The Women's Super League (WSL), known as the Barclays Women's Super League (BWSL) for sponsorship reasons, is the highest league of women's football in England. Established in 2010, it is run by the Football Association and features twelve fully professional teams. The league replaced the FA Women's Premier League National Division as the highest level of women's football in England, with eight teams competing in the inaugural 2011 season. In the WSL's first two seasons, there was no relegation from the division.

The WSL discarded the winter football season for six years, between 2011 and 2016, playing through the summer instead (from March until October). Since 2017–18, the WSL has operated as a winter league running from September to May, as was traditional before 2011. From 2014 to 2017–18, the Women's Super League consisted of two divisions – FA WSL 1 and FA WSL 2 – and brought a promotion and relegation system to the WSL. Ahead of the 2018–19 season, the second division was renamed the FA Women's Championship.

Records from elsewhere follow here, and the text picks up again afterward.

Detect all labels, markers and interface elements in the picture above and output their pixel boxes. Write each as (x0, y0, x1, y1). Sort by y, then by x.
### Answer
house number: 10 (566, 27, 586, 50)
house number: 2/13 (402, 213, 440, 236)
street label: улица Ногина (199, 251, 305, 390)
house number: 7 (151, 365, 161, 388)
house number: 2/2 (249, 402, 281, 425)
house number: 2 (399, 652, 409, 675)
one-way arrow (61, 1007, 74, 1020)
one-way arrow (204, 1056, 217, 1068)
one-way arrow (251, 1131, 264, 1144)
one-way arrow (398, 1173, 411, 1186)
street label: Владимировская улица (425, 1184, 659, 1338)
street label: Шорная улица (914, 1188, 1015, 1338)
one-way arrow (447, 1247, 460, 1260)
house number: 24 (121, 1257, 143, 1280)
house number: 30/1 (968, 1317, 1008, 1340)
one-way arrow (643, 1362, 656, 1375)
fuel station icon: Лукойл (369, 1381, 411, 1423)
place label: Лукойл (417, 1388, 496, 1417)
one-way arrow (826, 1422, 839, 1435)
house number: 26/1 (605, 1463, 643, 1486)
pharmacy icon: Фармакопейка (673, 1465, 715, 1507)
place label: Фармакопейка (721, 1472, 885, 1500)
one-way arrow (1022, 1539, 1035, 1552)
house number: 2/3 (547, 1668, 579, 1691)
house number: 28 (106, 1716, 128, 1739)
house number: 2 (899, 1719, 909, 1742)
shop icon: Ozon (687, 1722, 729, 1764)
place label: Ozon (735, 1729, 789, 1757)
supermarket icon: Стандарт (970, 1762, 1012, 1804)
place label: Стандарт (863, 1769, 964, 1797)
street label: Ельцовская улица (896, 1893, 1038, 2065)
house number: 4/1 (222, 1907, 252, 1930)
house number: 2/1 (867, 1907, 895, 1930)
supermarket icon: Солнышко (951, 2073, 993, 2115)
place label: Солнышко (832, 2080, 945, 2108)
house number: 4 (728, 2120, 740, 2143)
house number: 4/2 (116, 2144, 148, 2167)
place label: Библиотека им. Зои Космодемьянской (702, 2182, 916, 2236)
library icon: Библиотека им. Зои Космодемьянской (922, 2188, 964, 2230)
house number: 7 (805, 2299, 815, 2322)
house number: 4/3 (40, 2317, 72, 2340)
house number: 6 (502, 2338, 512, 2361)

In November 2023, it was announced that all 24 Women's Super League and Women's Championship clubs had unanimously agreed to form a new organisation, named NewCo, to run the women's professional game in England, taking over from the FA. The WSL champions, runners-up and third-placed team qualify for the UEFA Women's Champions League the following season. The current Women's Super League champions are Chelsea, who won their record-extending seventh title in the 2023–24 season, as well as their fifth consecutive title in a row.


The FA WSL was due to start in 2010 to replace the FA Women's Premier League National Division as the top level of women's football in England but was deferred for a year due to the global economic downturn.[1] Sixteen clubs applied for 8 places in the inaugural season of the league: Arsenal, Barnet, Birmingham City, Bristol Academy, Chelsea, Colchester United, Doncaster Rovers Belles, Everton, Leeds Carnegie, Leicester City, Lincoln Ladies, Liverpool, Millwall Lionesses, Newcastle United, Nottingham Forest, and Sunderland.[2] Leeds Carnegie later withdrew their application.[3] Women's Premier League clubs Blackburn Rovers and Watford declined to apply.[4] FA Chief Executive Ian Watmore described the creation of the league as a "top priority" in February 2010.[5]

The inaugural WSL season kicked off on 13 April 2011 — at Imperial Fields, Chelsea's home ground — with a match between Chelsea and Arsenal, which Chelsea lost 1–0.[6]

Arsenal v Notts County in 2014

For the 2014 season, a second division was created named FA WSL 2, with nine teams and one team being relegated from the WSL 1. WSL 1 remained as eight teams, with the WSL 2 having ten teams.[7][8][9][10] The new WSL 1 licence was awarded to Manchester City. Doncaster Rovers Belles were relegated to the WSL 2. They appealed against their demotion but were unsuccessful.[11]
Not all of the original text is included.